Two startups are looking to tackle concussions in young athletes

SHARE Two startups are looking to tackle concussions in young athletes
SHARE Two startups are looking to tackle concussions in young athletes

With concussions on many minds these days, a couple of local startups are hoping to lend a hand while cashing in.

Most of the headlines surrounding concussions center around former NFL players suffering from chronic traumatic encephalopathy, defined by Boston University as “a progressive degenerative disease of the brain found in athletes with a history of brain trauma.” Late last month, likely because of increasing lawsuits related to concussions, the NFL confirmed it was ending its “official helmet” deal with Rosemont-based manufacturer Riddell.

Those concerns have trickled down to children. There was a 67 percent rise in concussions and other recreation-related brain injuries among kids from 2001 to 2009, according to a new report from the Institute of Medicine and National Research Council.

“We’re really starting to see the long-term effects on people who have suffered concussions,” says Kelly Gee, CEO of Quantum Institute, a Vernon Hills-based startup. “They’re showing that these concussions aren’t a short-term issue — they’re a lifelong issue especially once you start piling them up.”

Gee and Dan Nicholson, founder of Head Case Concussion Management System, are basing their new businesses around early concussion detection in kids as young as 2 to minimize long-term damage.

“Right now people don’t really know what a concussion is,” Nicholson says. “They have no clue how dangerous it is.
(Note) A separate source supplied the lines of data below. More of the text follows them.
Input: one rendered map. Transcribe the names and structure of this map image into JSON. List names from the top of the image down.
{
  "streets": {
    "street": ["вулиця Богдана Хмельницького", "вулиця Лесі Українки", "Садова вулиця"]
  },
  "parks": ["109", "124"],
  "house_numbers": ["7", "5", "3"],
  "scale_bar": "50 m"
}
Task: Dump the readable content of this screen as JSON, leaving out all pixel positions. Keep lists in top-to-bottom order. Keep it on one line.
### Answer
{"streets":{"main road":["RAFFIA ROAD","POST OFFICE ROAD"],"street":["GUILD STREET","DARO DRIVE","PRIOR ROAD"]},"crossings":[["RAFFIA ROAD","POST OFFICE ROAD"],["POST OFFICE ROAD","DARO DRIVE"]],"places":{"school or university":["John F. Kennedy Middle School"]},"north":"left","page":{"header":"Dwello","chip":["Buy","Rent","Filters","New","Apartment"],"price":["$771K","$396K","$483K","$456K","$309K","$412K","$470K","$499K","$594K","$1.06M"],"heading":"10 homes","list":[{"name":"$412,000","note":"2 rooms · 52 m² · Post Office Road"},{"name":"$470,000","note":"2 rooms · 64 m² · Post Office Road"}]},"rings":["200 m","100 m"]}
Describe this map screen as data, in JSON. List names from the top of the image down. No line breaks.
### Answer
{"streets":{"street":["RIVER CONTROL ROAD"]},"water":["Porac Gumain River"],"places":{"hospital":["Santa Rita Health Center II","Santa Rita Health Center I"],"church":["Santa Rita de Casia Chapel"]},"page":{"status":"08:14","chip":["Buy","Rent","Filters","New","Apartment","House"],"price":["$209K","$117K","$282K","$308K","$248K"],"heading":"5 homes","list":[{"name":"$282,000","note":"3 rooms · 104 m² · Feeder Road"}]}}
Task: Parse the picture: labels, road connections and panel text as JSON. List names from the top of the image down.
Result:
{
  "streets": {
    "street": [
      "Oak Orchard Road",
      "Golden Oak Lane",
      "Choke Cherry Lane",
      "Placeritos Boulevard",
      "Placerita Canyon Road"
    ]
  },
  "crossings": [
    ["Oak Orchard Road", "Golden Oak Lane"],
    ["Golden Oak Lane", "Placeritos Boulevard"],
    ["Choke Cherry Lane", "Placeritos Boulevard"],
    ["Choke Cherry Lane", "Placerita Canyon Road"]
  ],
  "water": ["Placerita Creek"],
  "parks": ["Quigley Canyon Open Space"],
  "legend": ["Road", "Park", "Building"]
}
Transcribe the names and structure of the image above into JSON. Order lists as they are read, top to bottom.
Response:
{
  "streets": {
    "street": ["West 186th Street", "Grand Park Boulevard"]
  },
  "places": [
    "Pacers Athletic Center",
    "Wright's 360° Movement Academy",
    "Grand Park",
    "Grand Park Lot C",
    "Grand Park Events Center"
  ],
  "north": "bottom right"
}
A concussion is brain damage. It’s temporary brain damage, but it’s brain damage.”

Quantum Institute, with 13 employees, has raised more than $1 million to develop portable brain-mapping technology known as Q-Map to determine whether an athlete needs further medical attention after a hit.

“We were able to simplify the technology and software so it works wirelessly and mobile,” Gee says. “You can fit everything you need to do sideline testing inside of a backpack easily. The really cool thing about our test is it’s quick. Within 20 to 30 minutes max, we have medically valid and accurate data where we generate these brain maps so you know right away.”

Using the product doesn’t require medical training, but rather the completion of a course offered through the Quantum Institute.

While Gee’s goals are noble, attaining them isn’t cheap. He says it’s going to cost “eight figures” to fulfill his ambitions, which include being in up to 25 markets outside of Chicago by the end of 2015. Right now, the company has just over $1 million in seed funding and is in the Series B round of venture capital funding. Quantum expects to start licensing QMap early next year.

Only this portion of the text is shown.